- WHAT THE TASK ASKS -
Reproduce each line from the first in the data through the line that contains "2px #74573a) drop-shadow(0" exactly; give nothing else.

[Entries taken from a collection]
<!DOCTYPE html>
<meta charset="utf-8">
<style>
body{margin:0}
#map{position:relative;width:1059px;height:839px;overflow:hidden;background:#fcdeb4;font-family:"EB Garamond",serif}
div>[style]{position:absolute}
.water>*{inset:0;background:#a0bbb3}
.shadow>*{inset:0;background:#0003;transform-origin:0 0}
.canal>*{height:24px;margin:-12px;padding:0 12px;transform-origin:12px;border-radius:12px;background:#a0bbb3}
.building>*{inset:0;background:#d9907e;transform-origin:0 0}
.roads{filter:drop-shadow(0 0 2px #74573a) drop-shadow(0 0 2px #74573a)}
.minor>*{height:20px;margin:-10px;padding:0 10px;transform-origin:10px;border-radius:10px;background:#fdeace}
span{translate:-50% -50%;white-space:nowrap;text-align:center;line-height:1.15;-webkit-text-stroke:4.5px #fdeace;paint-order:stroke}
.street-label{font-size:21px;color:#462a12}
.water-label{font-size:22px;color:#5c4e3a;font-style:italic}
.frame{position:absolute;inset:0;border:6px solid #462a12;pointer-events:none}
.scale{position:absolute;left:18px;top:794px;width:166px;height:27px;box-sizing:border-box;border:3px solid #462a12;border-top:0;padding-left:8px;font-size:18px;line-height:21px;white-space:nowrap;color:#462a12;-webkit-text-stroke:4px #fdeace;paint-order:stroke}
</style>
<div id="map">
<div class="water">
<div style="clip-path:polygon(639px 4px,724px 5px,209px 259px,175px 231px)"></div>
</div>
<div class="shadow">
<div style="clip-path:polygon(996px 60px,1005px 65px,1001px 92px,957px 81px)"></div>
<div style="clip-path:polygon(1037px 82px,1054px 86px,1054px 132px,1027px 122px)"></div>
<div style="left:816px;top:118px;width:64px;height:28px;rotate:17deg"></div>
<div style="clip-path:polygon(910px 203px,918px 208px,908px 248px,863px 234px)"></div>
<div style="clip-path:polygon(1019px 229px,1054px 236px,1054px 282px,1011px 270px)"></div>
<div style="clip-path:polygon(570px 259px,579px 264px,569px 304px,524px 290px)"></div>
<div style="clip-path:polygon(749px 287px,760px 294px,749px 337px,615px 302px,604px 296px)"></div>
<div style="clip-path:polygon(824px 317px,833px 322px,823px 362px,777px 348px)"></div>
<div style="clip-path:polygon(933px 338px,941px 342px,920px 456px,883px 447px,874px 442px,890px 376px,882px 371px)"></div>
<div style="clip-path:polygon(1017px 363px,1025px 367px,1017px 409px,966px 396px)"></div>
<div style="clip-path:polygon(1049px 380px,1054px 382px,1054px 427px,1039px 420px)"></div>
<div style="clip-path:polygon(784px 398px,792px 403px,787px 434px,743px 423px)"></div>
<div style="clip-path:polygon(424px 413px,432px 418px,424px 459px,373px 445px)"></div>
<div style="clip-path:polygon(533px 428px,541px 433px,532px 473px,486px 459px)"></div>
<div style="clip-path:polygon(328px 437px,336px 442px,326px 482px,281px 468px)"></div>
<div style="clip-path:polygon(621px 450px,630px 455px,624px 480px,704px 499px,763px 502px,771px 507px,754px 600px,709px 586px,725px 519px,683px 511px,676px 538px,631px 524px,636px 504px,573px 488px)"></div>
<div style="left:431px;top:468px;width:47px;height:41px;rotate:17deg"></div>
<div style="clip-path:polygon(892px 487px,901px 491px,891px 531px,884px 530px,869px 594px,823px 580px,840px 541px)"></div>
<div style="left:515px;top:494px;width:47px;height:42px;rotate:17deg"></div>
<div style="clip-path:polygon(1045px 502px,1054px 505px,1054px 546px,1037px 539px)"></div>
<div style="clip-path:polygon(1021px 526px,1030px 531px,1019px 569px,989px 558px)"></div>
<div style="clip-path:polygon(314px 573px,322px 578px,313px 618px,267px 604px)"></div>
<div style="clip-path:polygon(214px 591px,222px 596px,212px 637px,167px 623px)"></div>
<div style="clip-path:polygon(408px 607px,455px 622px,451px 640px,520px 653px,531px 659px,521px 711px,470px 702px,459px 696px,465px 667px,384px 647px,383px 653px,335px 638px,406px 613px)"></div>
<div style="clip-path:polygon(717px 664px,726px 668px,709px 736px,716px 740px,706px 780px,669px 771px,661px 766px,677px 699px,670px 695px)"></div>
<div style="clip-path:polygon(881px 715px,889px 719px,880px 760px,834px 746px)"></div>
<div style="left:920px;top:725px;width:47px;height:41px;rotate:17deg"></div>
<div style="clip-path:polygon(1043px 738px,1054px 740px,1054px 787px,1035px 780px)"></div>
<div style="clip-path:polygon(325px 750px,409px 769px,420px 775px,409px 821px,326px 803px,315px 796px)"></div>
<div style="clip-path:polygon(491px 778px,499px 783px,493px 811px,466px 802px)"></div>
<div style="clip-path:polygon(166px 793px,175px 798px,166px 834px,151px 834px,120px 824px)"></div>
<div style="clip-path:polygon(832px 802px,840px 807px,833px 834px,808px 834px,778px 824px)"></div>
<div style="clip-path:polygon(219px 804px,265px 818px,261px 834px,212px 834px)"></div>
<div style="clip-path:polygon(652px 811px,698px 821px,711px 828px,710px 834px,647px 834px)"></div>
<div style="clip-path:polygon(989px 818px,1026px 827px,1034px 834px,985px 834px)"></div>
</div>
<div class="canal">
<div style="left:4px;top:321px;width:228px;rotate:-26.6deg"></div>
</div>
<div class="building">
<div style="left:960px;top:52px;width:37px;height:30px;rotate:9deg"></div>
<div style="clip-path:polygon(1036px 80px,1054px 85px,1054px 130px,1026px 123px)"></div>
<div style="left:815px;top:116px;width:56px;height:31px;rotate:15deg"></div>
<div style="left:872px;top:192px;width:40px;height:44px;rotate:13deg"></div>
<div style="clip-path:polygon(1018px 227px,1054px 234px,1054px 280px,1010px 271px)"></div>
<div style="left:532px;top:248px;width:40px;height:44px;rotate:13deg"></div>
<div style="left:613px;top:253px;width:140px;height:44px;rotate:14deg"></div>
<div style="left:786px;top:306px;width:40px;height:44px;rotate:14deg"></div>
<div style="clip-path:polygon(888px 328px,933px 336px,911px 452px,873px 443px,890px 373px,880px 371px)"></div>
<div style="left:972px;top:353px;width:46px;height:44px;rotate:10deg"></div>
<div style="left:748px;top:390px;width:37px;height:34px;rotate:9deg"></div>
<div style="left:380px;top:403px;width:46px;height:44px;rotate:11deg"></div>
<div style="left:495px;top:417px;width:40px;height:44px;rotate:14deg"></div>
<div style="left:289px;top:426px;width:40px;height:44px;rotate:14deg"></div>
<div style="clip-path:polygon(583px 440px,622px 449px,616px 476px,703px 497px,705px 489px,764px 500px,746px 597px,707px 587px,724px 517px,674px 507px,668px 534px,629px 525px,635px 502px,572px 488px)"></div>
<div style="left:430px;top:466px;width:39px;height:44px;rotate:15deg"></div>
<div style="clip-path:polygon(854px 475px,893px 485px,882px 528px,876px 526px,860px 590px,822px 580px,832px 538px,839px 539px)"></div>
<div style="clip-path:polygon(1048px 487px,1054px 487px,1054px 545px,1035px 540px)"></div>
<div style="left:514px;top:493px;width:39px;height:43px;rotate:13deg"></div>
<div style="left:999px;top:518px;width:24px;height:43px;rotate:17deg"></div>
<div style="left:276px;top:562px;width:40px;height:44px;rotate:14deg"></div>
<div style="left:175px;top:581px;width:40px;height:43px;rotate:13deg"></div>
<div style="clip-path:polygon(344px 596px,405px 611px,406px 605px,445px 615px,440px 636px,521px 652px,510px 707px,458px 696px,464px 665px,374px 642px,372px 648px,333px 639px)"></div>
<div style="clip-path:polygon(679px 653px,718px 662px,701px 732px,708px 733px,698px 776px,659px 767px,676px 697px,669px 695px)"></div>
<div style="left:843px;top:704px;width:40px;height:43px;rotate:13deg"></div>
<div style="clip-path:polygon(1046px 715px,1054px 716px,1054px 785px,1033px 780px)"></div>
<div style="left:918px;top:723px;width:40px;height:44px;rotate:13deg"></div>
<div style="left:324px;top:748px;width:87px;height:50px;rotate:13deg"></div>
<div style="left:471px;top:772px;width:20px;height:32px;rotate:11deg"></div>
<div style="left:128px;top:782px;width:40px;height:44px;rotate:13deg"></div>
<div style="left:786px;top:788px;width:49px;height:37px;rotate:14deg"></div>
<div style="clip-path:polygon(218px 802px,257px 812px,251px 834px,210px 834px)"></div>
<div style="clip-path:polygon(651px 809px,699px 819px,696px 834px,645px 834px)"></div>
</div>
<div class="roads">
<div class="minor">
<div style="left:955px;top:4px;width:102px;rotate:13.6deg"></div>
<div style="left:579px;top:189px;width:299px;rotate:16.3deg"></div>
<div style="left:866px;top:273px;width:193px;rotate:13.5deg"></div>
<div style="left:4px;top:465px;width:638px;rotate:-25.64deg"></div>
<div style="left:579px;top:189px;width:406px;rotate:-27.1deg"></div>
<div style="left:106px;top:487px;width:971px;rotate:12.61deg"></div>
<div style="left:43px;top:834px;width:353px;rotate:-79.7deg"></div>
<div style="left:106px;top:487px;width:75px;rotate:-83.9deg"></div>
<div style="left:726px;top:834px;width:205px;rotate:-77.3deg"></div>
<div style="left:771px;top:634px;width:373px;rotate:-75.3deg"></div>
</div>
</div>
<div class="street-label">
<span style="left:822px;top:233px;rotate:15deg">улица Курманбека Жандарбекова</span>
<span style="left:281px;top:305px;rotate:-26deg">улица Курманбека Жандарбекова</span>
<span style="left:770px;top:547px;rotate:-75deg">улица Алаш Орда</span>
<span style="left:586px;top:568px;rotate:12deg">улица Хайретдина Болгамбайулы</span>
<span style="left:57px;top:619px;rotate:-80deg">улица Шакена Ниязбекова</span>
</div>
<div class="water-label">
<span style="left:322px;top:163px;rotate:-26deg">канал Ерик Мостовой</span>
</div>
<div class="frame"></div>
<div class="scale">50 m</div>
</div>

- RESULT FOR THIS EXERCISE -
<!DOCTYPE html>
<meta charset="utf-8">
<style>
body{margin:0}
#map{position:relative;width:1059px;height:839px;overflow:hidden;background:#fcdeb4;font-family:"EB Garamond",serif}
div>[style]{position:absolute}
.water>*{inset:0;background:#a0bbb3}
.shadow>*{inset:0;background:#0003;transform-origin:0 0}
.canal>*{height:24px;margin:-12px;padding:0 12px;transform-origin:12px;border-radius:12px;background:#a0bbb3}
.building>*{inset:0;background:#d9907e;transform-origin:0 0}
.roads{filter:drop-shadow(0 0 2px #74573a) drop-shadow(0 0 2px #74573a)}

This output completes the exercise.